Vorapaxar is only one of a collection of cardiovascular drugs that Merck highlighted during the R&D day. The company has five others in Phase II and III trials, but analysts are particularly watching another anticlotting drug, betrixaban, and the cholesterol-lowering compound anacetrapib.
Merck licensed betrixaban from Portola Pharmaceuticals last year. The compound blocks an enzyme in the coagulation cascade called Factor Xa, a target that Bristol-Myers Squibb and Bayer are also pursuing.
At its R&D day, Merck executives said they think betrixaban has the potential to be best-in-class, but they are moving forward with caution. Although Phase II trials are complete, the company revealed that it will conduct a small study to determine the optimal dose of the drug before starting Phase III trials next year. Because of this delay, analysts now expect it to be approved in 2014. BMO Capital Markets’ Robert Hazlett forecasts betrixaban to bring in roughly $800 million in 2016.

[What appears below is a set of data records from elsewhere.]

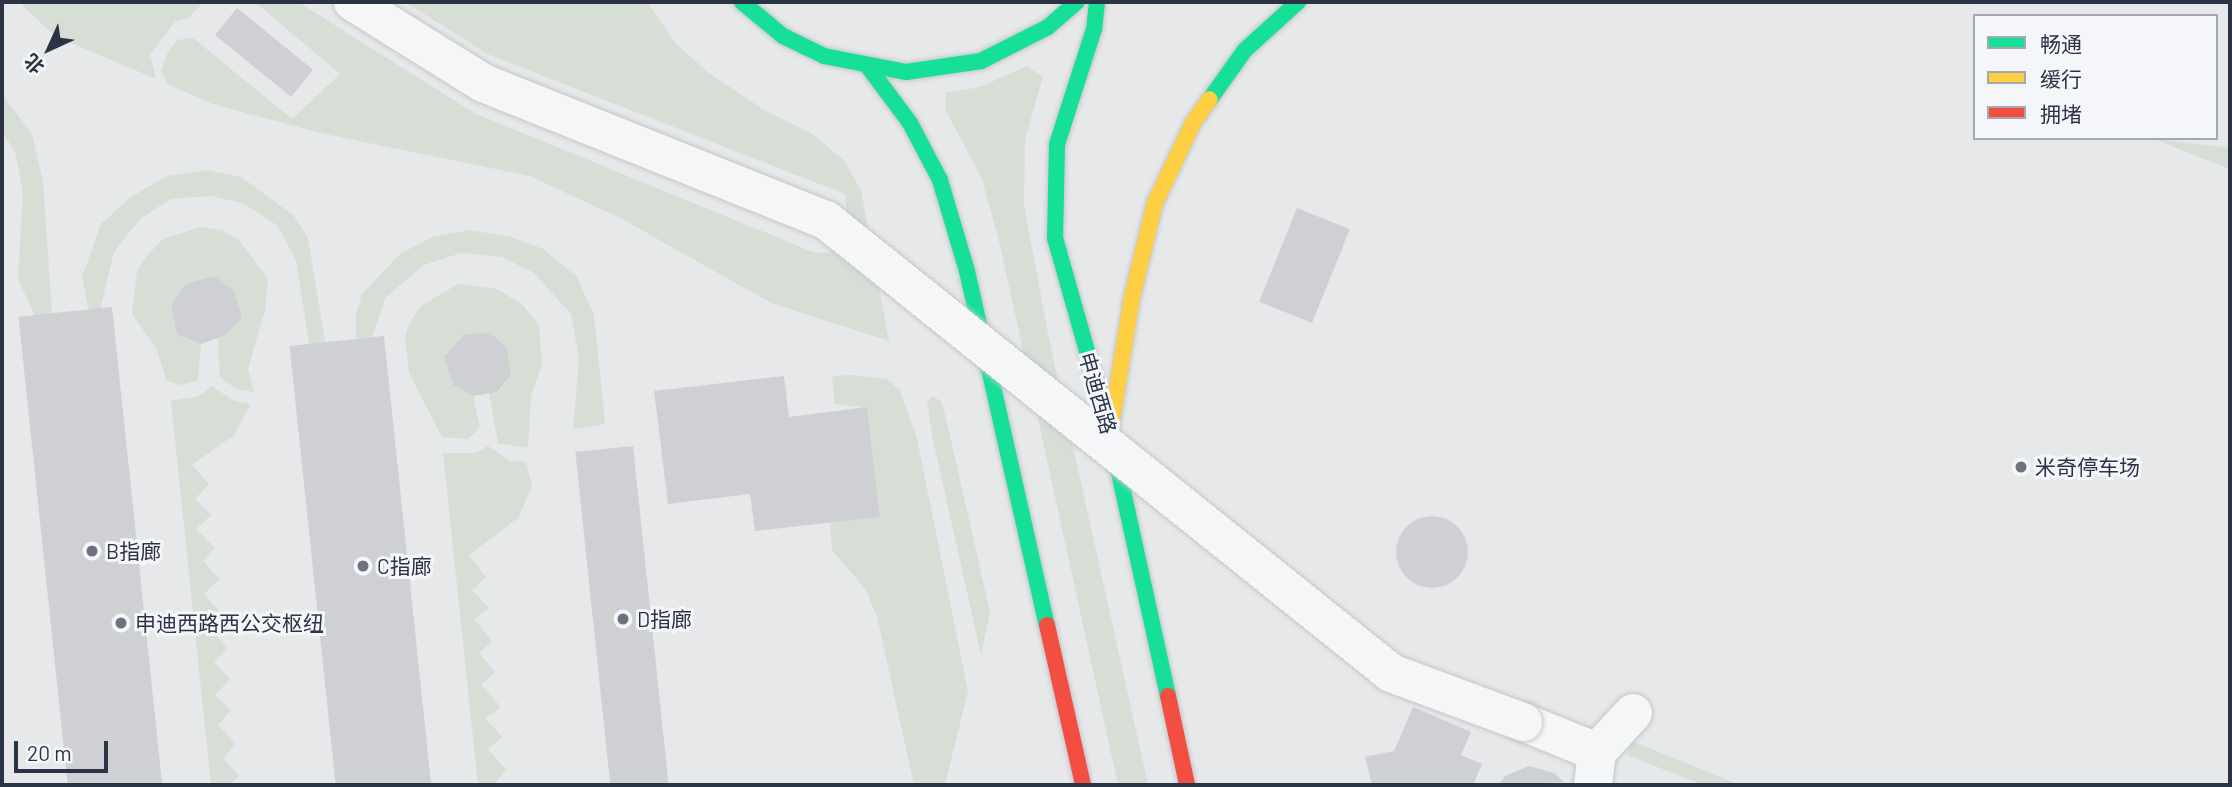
<!DOCTYPE html>
<meta charset="utf-8">
<style>
body{margin:0}
#map{position:relative;width:2232px;height:787px;overflow:hidden;background:#e6e8ea;font-family:Barlow,"Noto Sans SC",sans-serif}
div>[style]{position:absolute}
[style*='--x']{left:calc(var(--x)*1px);top:calc(var(--y)*1px);width:calc(var(--w)*1px);rotate:calc(var(--a)*1deg)}
.green>*{inset:0;background:#d6ded6}
.building>*{inset:0;background:#ced0d3;transform-origin:0 0}
.round{border-radius:50%}
.roads{filter:drop-shadow(0 0 2px #c4c6c8) drop-shadow(0 0 2px #c4c6c8)}
.street>*{height:38px;margin:-19px;padding:0 19px;transform-origin:19px;border-radius:19px;background:#f5f6f7}
.fast>*{height:16px;margin:-8px;padding:0 8px;transform-origin:8px;border-radius:8px;background:#16e098}
.slow>*{height:16px;margin:-8px;padding:0 8px;transform-origin:8px;border-radius:8px;background:#ffcf43}
.jam>*{height:16px;margin:-8px;padding:0 8px;transform-origin:8px;border-radius:8px;background:#f24e42}
.bridges{filter:drop-shadow(0 0 2px #c4c6c8) drop-shadow(0 0 2px #c4c6c8)}
.street-bridge>*{height:38px;margin:-19px;padding:0 19px;transform-origin:19px;border-radius:19px;background:#f5f6f7}
.dots>*{width:19px;height:19px;translate:-50% -50%;box-sizing:border-box;border:4px solid #f4f6f9;border-radius:50%}
span{translate:-50% -50%;white-space:nowrap;text-align:center;line-height:1.15;-webkit-text-stroke:6px #f4f6f9;paint-order:stroke}
.street-label{font-size:21px;color:#2b3445}
.poi-label{font-size:21px;color:#2b3445}
.left{translate:0 -50%;text-align:left}
.frame{position:absolute;inset:0;border:4px solid #2b3445;pointer-events:none}
.legend{position:absolute;left:1973px;top:14px;width:245px;height:126px;box-sizing:border-box;background:#f4f6f9;border:2px solid #a4a8b1;margin:0;padding:9px 12px;list-style:none;font-size:21px;color:#2b3445}
.legend li{display:flex;align-items:center;gap:14px;height:35px}
.legend b{width:35px;border:2px solid #a4a8b1}
.north{position:absolute;left:14px;top:14px;width:70px;height:70px;-webkit-text-stroke:5px #f4f6f9;paint-order:stroke;rotate:225deg;font-size:19px;font-weight:700;line-height:28px;text-align:center;color:#2b3445}
.north::after{content:'';display:block;margin:auto;width:24px;height:32px;background:#2b3445;clip-path:polygon(50% 0,100% 100%,50% 72%,0 100%)}
.scale{position:absolute;left:14px;top:741px;width:94px;height:32px;box-sizing:border-box;border:4px solid #2b3445;border-top:0;padding-left:9px;font-size:21px;line-height:24px;white-space:nowrap;color:#2b3445;-webkit-text-stroke:5px #f4f6f9;paint-order:stroke}
</style>
<div id="map">
<div class="green">
<i style="clip-path:polygon(19px 2px,203px 2px,190px 17px,175px 22px,150px 55px,156px 79px,55px 36px)"></i>
<i style="clip-path:polygon(255px 2px,298px 2px,476px 114px,813px 252px,829px 253px,838px 244px,847px 218px,845px 194px,487px 54px,405px 2px,647px 2px,676px 44px,709px 73px,764px 110px,811px 133px,843px 159px,861px 190px,889px 341px,771px 303px,622px 219px,530px 176px,325px 134px,212px 104px,168px 84px,161px 70px,168px 52px,177px 40px,193px 38px,292px 119px,340px 74px)"></i>
<i style="clip-path:polygon(1027px 66px,1043px 77px,1025px 139px,1024px 205px,1049px 339px,1148px 785px,1118px 785px,1000px 245px,982px 179px,945px 109px,946px 93px,980px 87px)"></i>
<i style="clip-path:polygon(2px 94px,32px 134px,43px 182px,52px 314px,35px 316px,18px 279px,23px 192px,15px 152px,2px 131px)"></i>
<i style="clip-path:polygon(2151px 138px,2230px 148px,2230px 169px)"></i>
<i style="clip-path:polygon(207px 170px,241px 177px,294px 216px,308px 238px,325px 342px,309px 344px,296px 260px,278px 226px,243px 203px,211px 196px,171px 199px,141px 218px,114px 252px,100px 309px,89px 310px,82px 277px,101px 224px,131px 197px,167px 176px)"></i>
<i style="clip-path:polygon(200px 227px,222px 230px,239px 240px,268px 279px,265px 310px,248px 369px,254px 392px,236px 389px,220px 377px,214px 276px,186px 284px,171px 305px,201px 344px,198px 381px,180px 385px,167px 381px,156px 348px,132px 314px,137px 271px,146px 257px,163px 239px)"></i>
<i style="clip-path:polygon(469px 230px,511px 237px,543px 249px,577px 277px,594px 315px,605px 424px,573px 429px,579px 358px,571px 314px,534px 273px,502px 257px,461px 253px,424px 265px,386px 297px,372px 337px,356px 339px,356px 313px,362px 294px,400px 254px,432px 237px)"></i>
<i style="clip-path:polygon(458px 284px,497px 289px,523px 305px,539px 326px,542px 365px,531px 396px,528px 448px,498px 443px,489px 393px,498px 392px,511px 375px,507px 348px,488px 332px,464px 336px,444px 355px,453px 385px,473px 396px,480px 427px,468px 439px,442px 437px,409px 373px,405px 337px,410px 322px,421px 306px)"></i>
<i style="clip-path:polygon(853px 375px,887px 379px,900px 390px,917px 439px,968px 691px,945px 785px,914px 785px,877px 617px,866px 590px,832px 550px,830px 523px,880px 516px,867px 408px,835px 404px,832px 376px)"></i>
<i style="clip-path:polygon(212px 386px,234px 401px,251px 404px,234px 435px,192px 465px,209px 484px,195px 499px,211px 515px,196px 529px,215px 548px,203px 561px,219px 579px,204px 594px,222px 615px,209px 628px,228px 648px,214px 662px,230px 679px,215px 695px,231px 710px,218px 725px,236px 744px,223px 758px,239px 776px,230px 785px,211px 785px,171px 401px,199px 396px)"></i>
<i style="clip-path:polygon(932px 396px,941px 401px,946px 418px,990px 612px,981px 655px,932px 435px,927px 401px)"></i>
<i style="clip-path:polygon(488px 446px,510px 461px,526px 462px,532px 485px,519px 517px,469px 555px,486px 577px,472px 590px,489px 608px,474px 619px,492px 641px,479px 653px,495px 672px,481px 685px,501px 707px,485px 718px,502px 737px,488px 749px,506px 770px,494px 785px,478px 785px,443px 453px,476px 453px)"></i>
<i style="clip-path:polygon(1632px 741px,1740px 785px,1703px 785px,1627px 755px)"></i>
</div>
<div class="building">
<i style="left:237px;top:8px;width:98px;height:35px;rotate:39deg"></i>
<i style="left:1297px;top:208px;width:57px;height:101px;rotate:22deg"></i>
<i style="clip-path:polygon(214px 276px,234px 291px,242px 318px,224px 336px,201px 344px,177px 334px,171px 305px,186px 284px)"></i>
<i style="left:112px;top:307px;width:481px;height:94px;rotate:84deg"></i>
<i style="clip-path:polygon(489px 332px,507px 348px,511px 375px,497px 392px,473px 396px,453px 385px,444px 356px,464px 335px)"></i>
<i style="left:384px;top:336px;width:452px;height:95px;rotate:84deg"></i>
<i style="clip-path:polygon(784px 376px,789px 417px,867px 407px,880px 517px,755px 531px,750px 494px,668px 504px,654px 391px)"></i>
<i style="left:633px;top:446px;width:341px;height:58px;rotate:84deg"></i>
<i class="round" style="left:1396px;top:516px;width:72px;height:72px"></i>
<i style="clip-path:polygon(1413px 707px,1471px 732px,1461px 755px,1482px 764px,1473px 785px,1372px 785px,1365px 757px,1394px 751px)"></i>
<i style="clip-path:polygon(1529px 766px,1554px 773px,1564px 782px,1498px 785px,1505px 776px)"></i>
</div>
<div class="roads">
<div class="street">
<i style="--x:1523;--y:722;--w:80;--a:22.1"></i>
<i style="--x:1593;--y:785;--w:33;--a:-83"></i>
<i style="--x:1597;--y:752;--w:53;--a:-47.3"></i>
</div>
<div class="fast">
<i style="--x:742;--y:2;--w:53;--a:39.7"></i>
<i style="--x:783;--y:36;--w:46;--a:26"></i>
<i style="--x:824;--y:56;--w:84;--a:11"></i>
<i style="--x:906;--y:72;--w:76;--a:-8.3"></i>
<i style="--x:981;--y:61;--w:75;--a:-26.9"></i>
<i style="--x:1048;--y:27;--w:38;--a:-41"></i>
<i style="--x:1097;--y:2;--w:27;--a:96"></i>
<i style="--x:1094;--y:29;--w:121;--a:107.8"></i>
<i style="--x:1057;--y:144;--w:94;--a:91.2"></i>
<i style="--x:1055;--y:238;--w:202;--a:74.2"></i>
<i style="--x:1110;--y:432;--w:270;--a:77.6"></i>
<i style="--x:869;--y:68;--w:69;--a:53.3"></i>
<i style="--x:910;--y:123;--w:64;--a:62.2"></i>
<i style="--x:940;--y:180;--w:95;--a:73.5"></i>
<i style="--x:967;--y:271;--w:363;--a:77.3"></i>
<i style="--x:1210;--y:99;--w:60;--a:-54.5"></i>
<i style="--x:1245;--y:50;--w:72;--a:-42.2"></i>
</div>
<div class="slow">
<i style="--x:1110;--y:432;--w:137;--a:-80.7"></i>
<i style="--x:1132;--y:297;--w:97;--a:-76.3"></i>
<i style="--x:1155;--y:203;--w:89;--a:-64.6"></i>
<i style="--x:1193;--y:123;--w:29;--a:-55"></i>
</div>
<div class="jam">
<i style="--x:1047;--y:625;--w:164;--a:77.3"></i>
<i style="--x:1168;--y:696;--w:91;--a:77.9"></i>
</div>
</div>
<div class="bridges">
<div class="street-bridge">
<i style="--x:353;--y:2;--w:153;--a:31.9"></i>
<i style="--x:483;--y:83;--w:369;--a:21.8"></i>
<i style="--x:826;--y:220;--w:724;--a:38.72"></i>
<i style="--x:1391;--y:673;--w:141;--a:20.4"></i>
</div>
</div>
<div class="dots">
<i style="left:2021px;top:467px;background:#6c737f"></i>
<i style="left:92px;top:551px;background:#6c737f"></i>
<i style="left:363px;top:566px;background:#6c737f"></i>
<i style="left:623px;top:619px;background:#6c737f"></i>
<i style="left:121px;top:623px;background:#6c737f"></i>
</div>
<div class="street-label">
<span style="left:1098px;top:393px;rotate:74deg">申迪西路</span>
</div>
<div class="poi-label">
<span class="left" style="left:2035px;top:467px">米奇停车场</span>
<span class="left" style="left:106px;top:551px">B指廊</span>
<span class="left" style="left:377px;top:566px">C指廊</span>
<span class="left" style="left:637px;top:619px">D指廊</span>
<span class="left" style="left:135px;top:623px">申迪西路西公交枢纽</span>
</div>
<div class="frame"></div>
<ul class="legend">
<li><b style="height:9px;background:#16e098"></b>畅通</li>
<li><b style="height:9px;background:#ffcf43"></b>缓行</li>
<li><b style="height:9px;background:#f24e42"></b>拥堵</li>
</ul>
<div class="north">北</div>
<div class="scale">20 m</div>
</div>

Merck spent some time defending anacetrapib, which blocks cholesteryl-ester transfer protein, a controversial target after the colossal failure of Pfizer’s torcetrapib. Pfizer dropped torcetrapib in 2006 after unexpected deaths in a major study that were later attributed to changes in blood pressure, serum electrolytes, and aldosterone. Merck said its compound does not impact those three markers. If Phase III trials are successful, analysts expect the drug to be approved in 2014.
The one surprise of the day was Merck’s disclosure that it has ended development of MK-2578, a PEGylated erythropoietin that was to be the first product from Merck BioVentures, its generic biologics arm.
MK-2578 would have gone against Amgen’s anemia treatment Aranesp and Johnson & Johnson’s Procrit. But news of serious side effects from erythropoietin-stimulating agents such as Aranesp has prompted heightened regulatory oversight and changes in prescribing patterns. Merck said it ditched MK-2578 after the Food & Drug Administration indicated that the firm would have to run a cardiovascular outcome assessment study, a costly and time-consuming proposition.
Importantly, MK-2578 would have been the first product to emerge from GlycoFi, the biotech firm Merck bought in 2006 to bring in technology that enables complex proteins to be made in yeast.
Despite the setback, the company still has two biosimilars—neither is made in GlycoFi’s yeast platform—in the clinic, and it expects to have five candidates in Phase III development by 2012.